Was the sound for the game mixed using a conventional console or “in the box”?
All sound in the game was edited, recorded and mixed on “in-the-box” systems. Years ago, we worked with an SSL Axiom-MT and Pro Tools 24 as a recorder, but have since upgraded the main studio with Pro Tools HD on Mac-based systems using the ICON as a worksurface.
At this point, do sound designers for Xbox games have to vary bit rates for FX as they did on earlier, less sophisticated platforms? That is, do you have to make determinations about which FX “need” to be heard more clearly than others?

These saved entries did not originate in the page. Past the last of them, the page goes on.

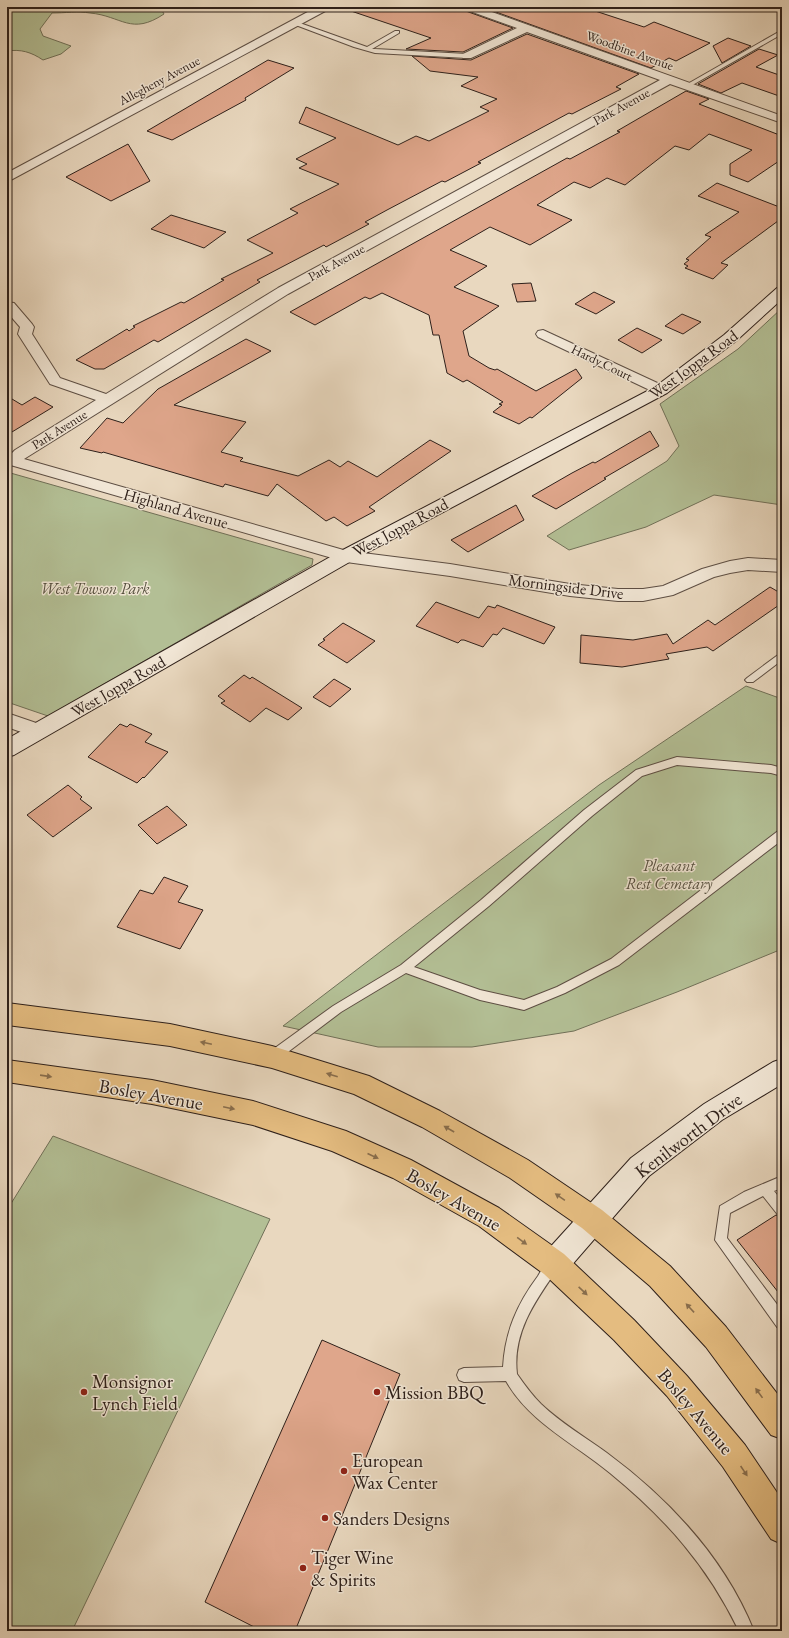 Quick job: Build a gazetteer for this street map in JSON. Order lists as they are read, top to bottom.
{
  "streets": {
    "main road": ["Bosley Avenue"],
    "street": [
      "Woodbine Avenue",
      "Allegheny Avenue",
      "Park Avenue",
      "Hardy Court",
      "West Joppa Road",
      "Highland Avenue",
      "Morningside Drive",
      "Kenilworth Drive"
    ]
  },
  "crossings": [
    ["Woodbine Avenue", "Park Avenue"],
    ["Park Avenue", "Highland Avenue"],
    ["Hardy Court", "West Joppa Road"],
    ["West Joppa Road", "Highland Avenue"],
    ["West Joppa Road", "Morningside Drive"],
    ["Highland Avenue", "Morningside Drive"],
    ["Bosley Avenue", "Kenilworth Drive"]
  ],
  "parks": ["West Towson Park", "Pleasant Rest Cemetary"],
  "places": [
    "Monsignor Lynch Field",
    "Mission BBQ",
    "European Wax Center",
    "Sanders Designs",
    "Tiger Wine & Spirits"
  ]
}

Initially, Assassin’s Creed was planned to be shipped only on the next-gen platforms Xbox 360 and PS3, so we didn’t really have to worry that much about platform-specific assets and console-specific quality. We were more concerned about how much RAM would be available for sound on the PS3. But, fortunately, the PS3 has a hard drive, which we used to stream a lot of stuff that we could put in RAM on the Xbox 360.
The quality difference between platforms is mostly due to the consoles’ proprietary compression formats — XMA in the case of Microsoft and a variation of ADPCM called VAG for Sony. Technically, the quality is variable from console to console, but unless you’re able to compare both platforms back to back, you won’t detect a significant sonic difference.